Even though I have been doing some microcontroller programming the last couple of years, I have only recently discovered the Arduino. It seems like a hot topic nowadays, and it turns out it can be pretty useful in certain situations. The aim of the device is to provide everyone a relatively easy start into the microcontroller world, and yet it still manages to keep the flexibility to do advanced stuff too (such as in line assembly or direct register manipulations). It provides some very convenient libraries to prototype projects fast, without having to deal with very low level issues such as timers/interrupt service routines and such. (More at: http://www.arduino.cc/)
To give a better idea on how the project is built up, here is an overview:
The first step in the process is that the joystick needs to be calibrated. Why? Because every analog joystick is a bit different, which means returns a different range of values for the same position. Moreover, due to mechanical wear, this calibration process needs to be redone every now and then too.

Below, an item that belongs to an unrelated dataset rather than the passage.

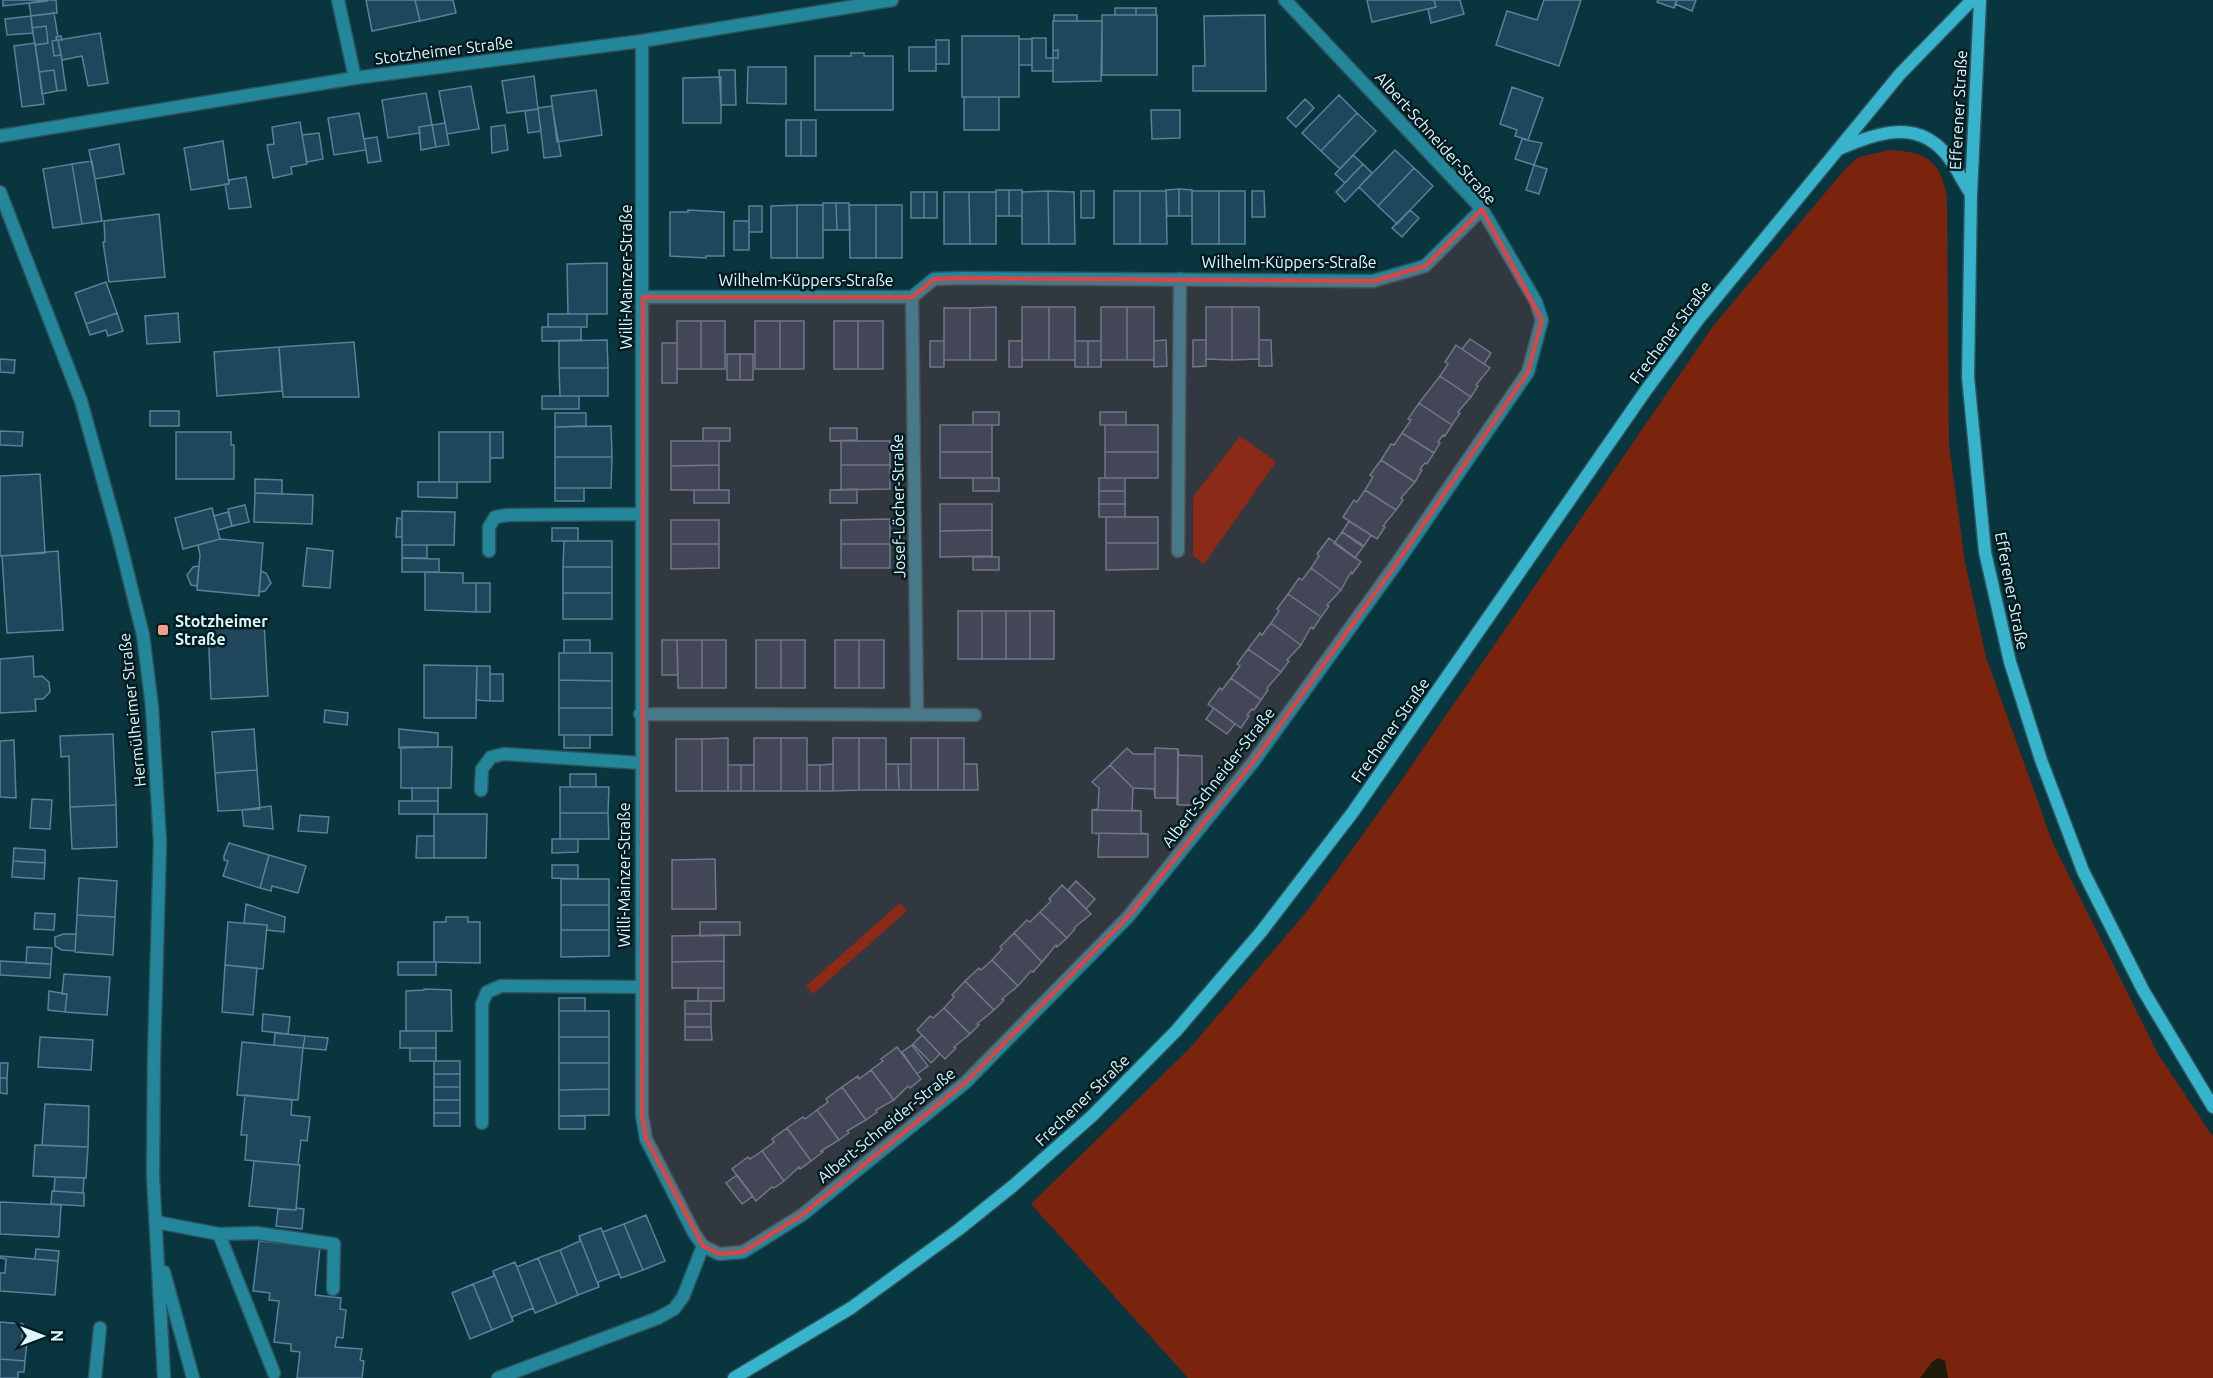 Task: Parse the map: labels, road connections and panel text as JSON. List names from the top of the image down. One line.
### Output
{"streets":{"main road":["Efferener Straße","Frechener Straße"],"street":["Stotzheimer Straße","Albert-Schneider-Straße","Wilhelm-Küppers-Straße","Willi-Mainzer-Straße","Josef-Löcher-Straße","Hermülheimer Straße"]},"crossings":[["Stotzheimer Straße","Willi-Mainzer-Straße"],["Albert-Schneider-Straße","Wilhelm-Küppers-Straße"],["Albert-Schneider-Straße","Willi-Mainzer-Straße"],["Wilhelm-Küppers-Straße","Willi-Mainzer-Straße"],["Wilhelm-Küppers-Straße","Josef-Löcher-Straße"]],"places":{"transit":["Stotzheimer Straße"]},"north":"right"}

During the calibration process, the two analog axis need to be moved to their furthest possible locations in order to find out the minimum and maximum positions, as well as their center. The center is also important, because there are cases where the center is NOT in the middle of the maximum-minimum location, and in that case the joystick would constantly “turn left” (or right in the case of a steering wheel), or accelerate/brake without pressing the pedals.
So to return meaningful and uniform values from any kind of joystick, the decision was made that it will return the location of each axis in percentage, being 50% the neutral position. (The calculation on how the values were normalized can be found in the source code)

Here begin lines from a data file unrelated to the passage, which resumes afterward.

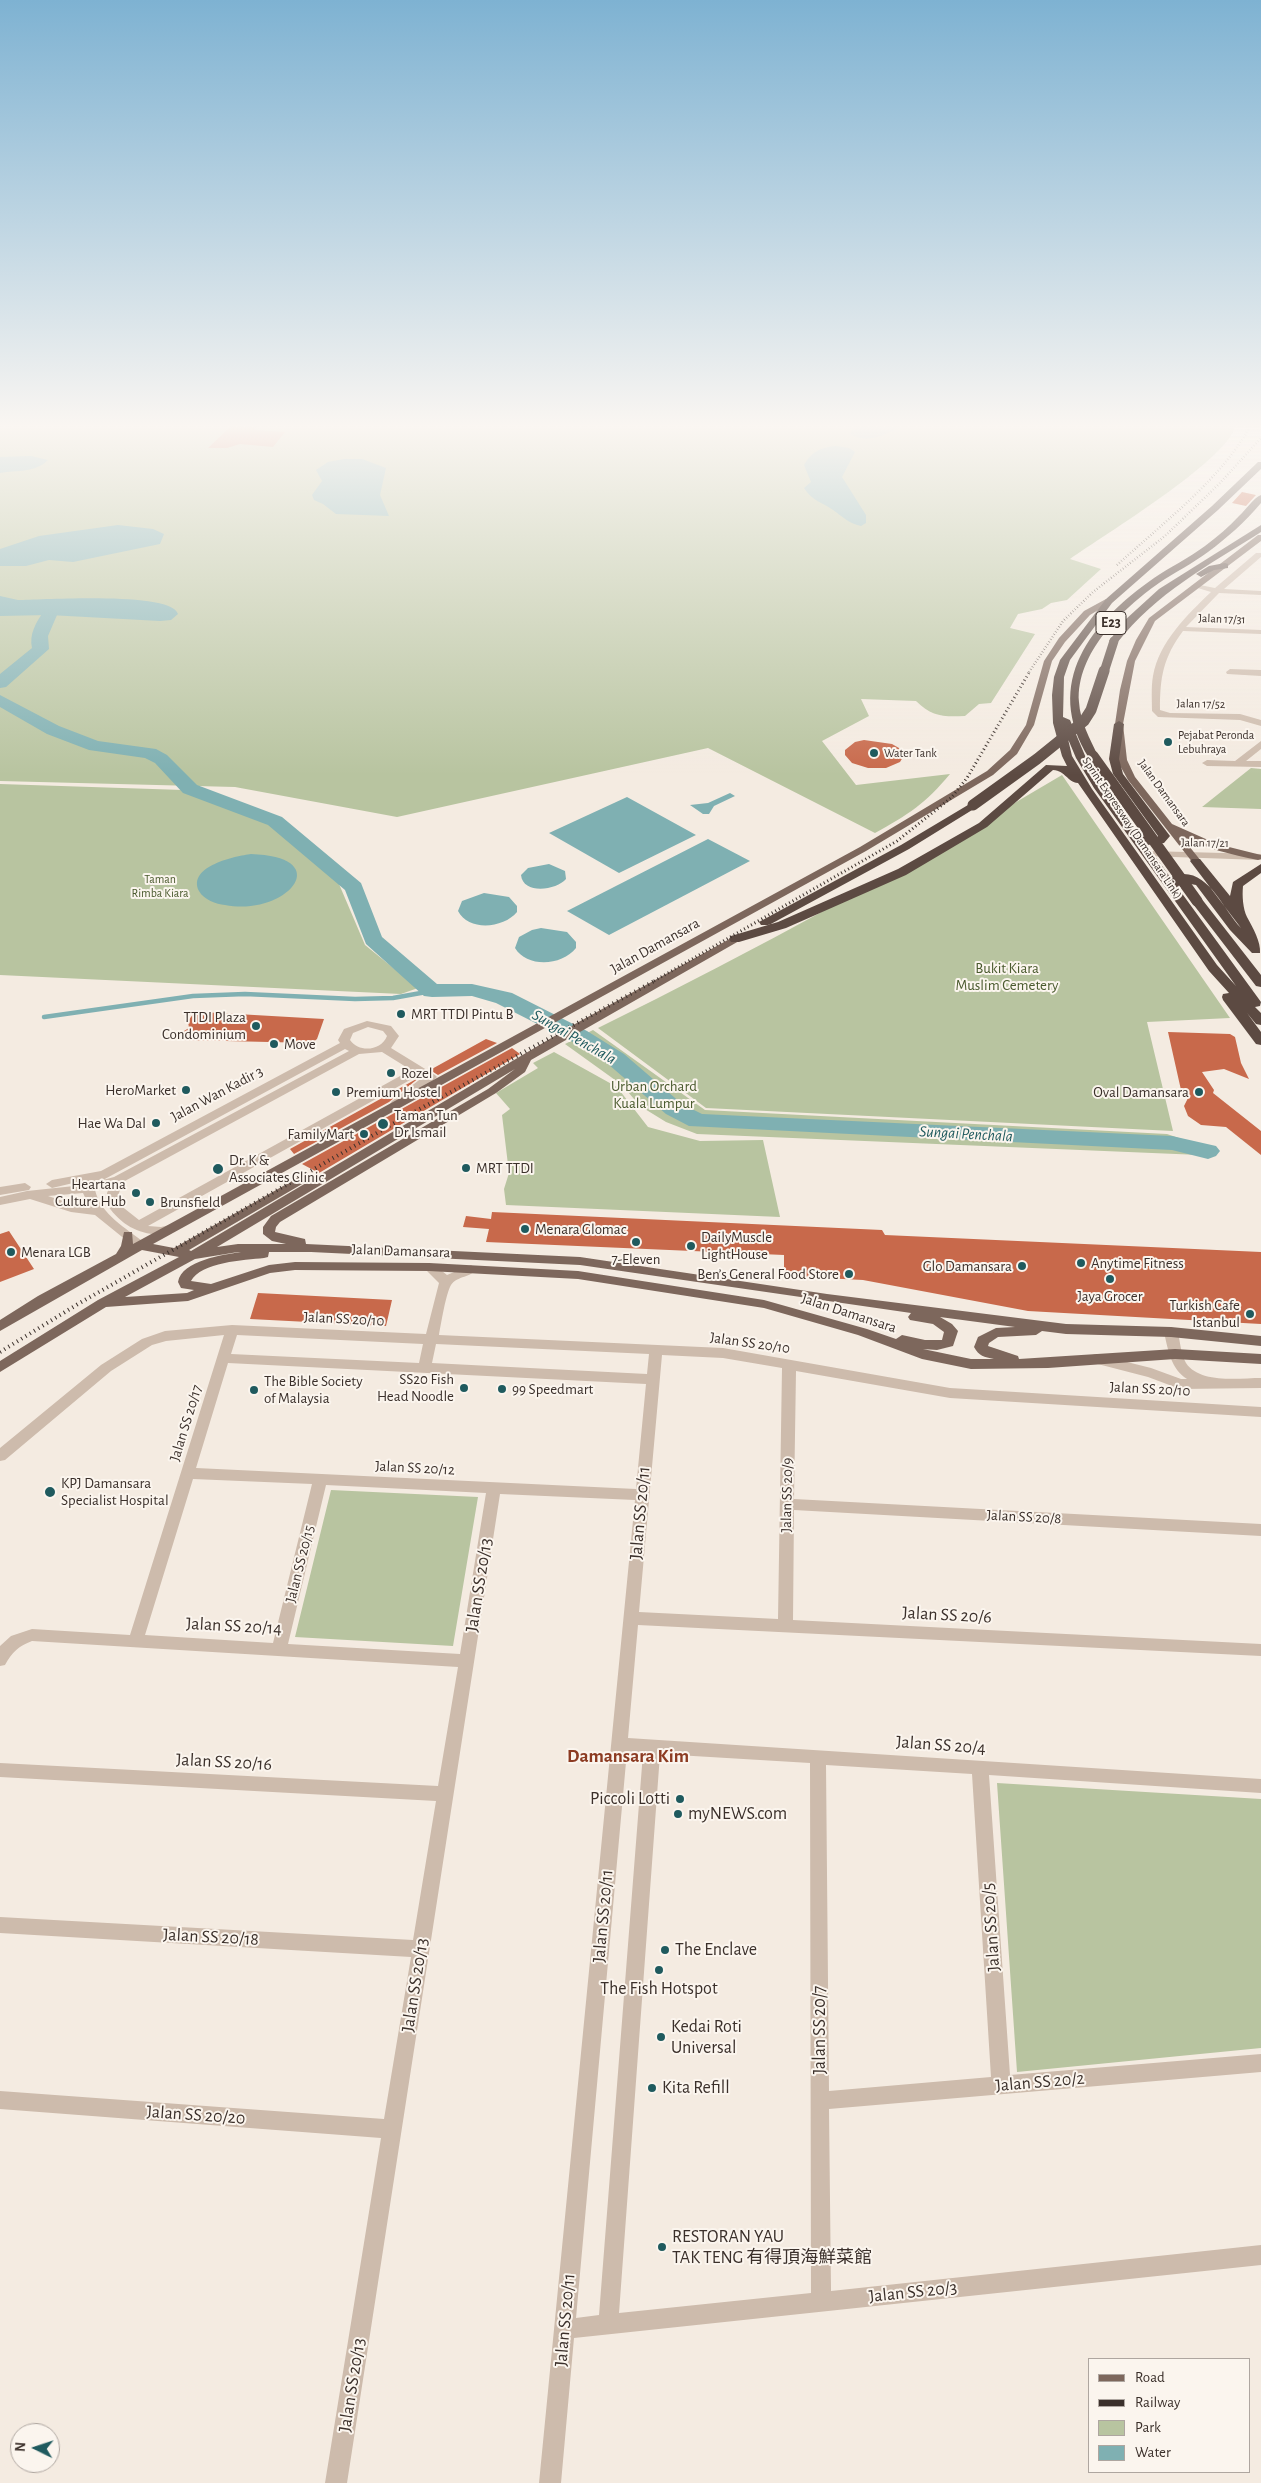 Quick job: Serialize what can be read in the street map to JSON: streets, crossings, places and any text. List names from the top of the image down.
{
  "streets": {
    "highway": ["E23", "Sprint Expressway (Damansara Link)"],
    "main road": ["Jalan Damansara"],
    "street": [
      "Jalan 17/31",
      "Jalan 17/52",
      "Jalan 17/21",
      "Jalan Wan Kadir 3",
      "Jalan SS 20/10",
      "Jalan SS 20/17",
      "Jalan SS 20/12",
      "Jalan SS 20/9",
      "Jalan SS 20/11",
      "Jalan SS 20/8",
      "Jalan SS 20/15",
      "Jalan SS 20/13",
      "Jalan SS 20/6",
      "Jalan SS 20/14",
      "Jalan SS 20/4",
      "Jalan SS 20/16",
      "Jalan SS 20/5",
      "Jalan SS 20/18",
      "Jalan SS 20/7",
      "Jalan SS 20/2",
      "Jalan SS 20/20",
      "Jalan SS 20/3"
    ]
  },
  "crossings": [
    ["Jalan 17/31", "Jalan 17/52"],
    ["Jalan Damansara", "Sprint Expressway (Damansara Link)"],
    ["Jalan Damansara", "Jalan 17/21"],
    ["Jalan SS 20/10", "Jalan SS 20/17"],
    ["Jalan SS 20/10", "Jalan SS 20/9"],
    ["Jalan SS 20/10", "Jalan SS 20/11"],
    ["Jalan SS 20/17", "Jalan SS 20/12"],
    ["Jalan SS 20/17", "Jalan SS 20/14"],
    ["Jalan SS 20/12", "Jalan SS 20/11"],
    ["Jalan SS 20/12", "Jalan SS 20/15"],
    ["Jalan SS 20/12", "Jalan SS 20/13"],
    ["Jalan SS 20/9", "Jalan SS 20/8"],
    ["Jalan SS 20/9", "Jalan SS 20/6"],
    ["Jalan SS 20/11", "Jalan SS 20/6"],
    ["Jalan SS 20/11", "Jalan SS 20/4"],
    ["Jalan SS 20/11", "Jalan SS 20/3"],
    ["Jalan SS 20/15", "Jalan SS 20/14"],
    ["Jalan SS 20/13", "Jalan SS 20/14"],
    ["Jalan SS 20/13", "Jalan SS 20/16"],
    ["Jalan SS 20/13", "Jalan SS 20/18"],
    ["Jalan SS 20/13", "Jalan SS 20/20"],
    ["Jalan SS 20/4", "Jalan SS 20/5"],
    ["Jalan SS 20/4", "Jalan SS 20/7"],
    ["Jalan SS 20/5", "Jalan SS 20/2"],
    ["Jalan SS 20/7", "Jalan SS 20/2"],
    ["Jalan SS 20/7", "Jalan SS 20/3"]
  ],
  "districts": ["Damansara Kim"],
  "water": ["Sungai Penchala"],
  "parks": ["Taman Rimba Kiara", "Bukit Kiara Muslim Cemetery", "Urban Orchard Kuala Lumpur"],
  "places": [
    "Pejabat Peronda Lebuhraya",
    "Water Tank",
    "MRT TTDI Pintu B",
    "TTDI Plaza Condominium",
    "Move",
    "Rozel",
    "HeroMarket",
    "Premium Hostel",
    "Oval Damansara",
    "Hae Wa Dal",
    "Taman Tun Dr Ismail",
    "FamilyMart",
    "MRT TTDI",
    "Dr. K & Associates Clinic",
    "Heartana Culture Hub",
    "Brunsfield",
    "Menara Glomac",
    "7-Eleven",
    "DailyMuscle LightHouse",
    "Menara LGB",
    "Anytime Fitness",
    "Glo Damansara",
    "Ben’s General Food Store",
    "Jaya Grocer",
    "Turkish Cafe Istanbul",
    "SS20 Fish Head Noodle",
    "99 Speedmart",
    "The Bible Society of Malaysia",
    "KPJ Damansara Specialist Hospital",
    "Piccoli Lotti",
    "myNEWS.com",
    "The Enclave",
    "The Fish Hotspot",
    "Kedai Roti Universal",
    "Kita Refill",
    "RESTORAN YAU TAK TENG 有得頂海鮮菜館"
  ],
  "legend": [
    "Road",
    "Railway",
    "Park",
    "Water"
  ],
  "north": "left"
}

Once the values are read out of the joystick, a packet size of 7 bytes are sent over the serial line to the PC. These 7 bytes consist of the first byte indicating if the joystick has been calibrated or not, then the values for the X and Y axis, and the values for the four buttons. (This could be further optimized by modifying individual bits in a byte for both the calibration and the 4 buttons, but programming wise this was simpler and there aren’t any latency concerns to worry about)
On the PC side, a small C code is sitting and listening on the serial port for packets, once it receives them it does some post processing (inverting axis: I found out that apparently >50 is braking and < 50 is accelerating… would have thought the opposite…), and sends the received values to the PPJoy Virtual Joystick (http://ppjoy.blogspot.com/) over some IOCTLs. PPJoy emulates a joystick device, which can then be used in any game which supports the standard joysticks.
And thats it! A few hours of hacking over the weekend, and the old steering wheel is back in action.
Sure I could have went out and bought a new USB steering wheel, or an existing game-port to USB device, but where is the fun in that? The journey is just as important as the results right?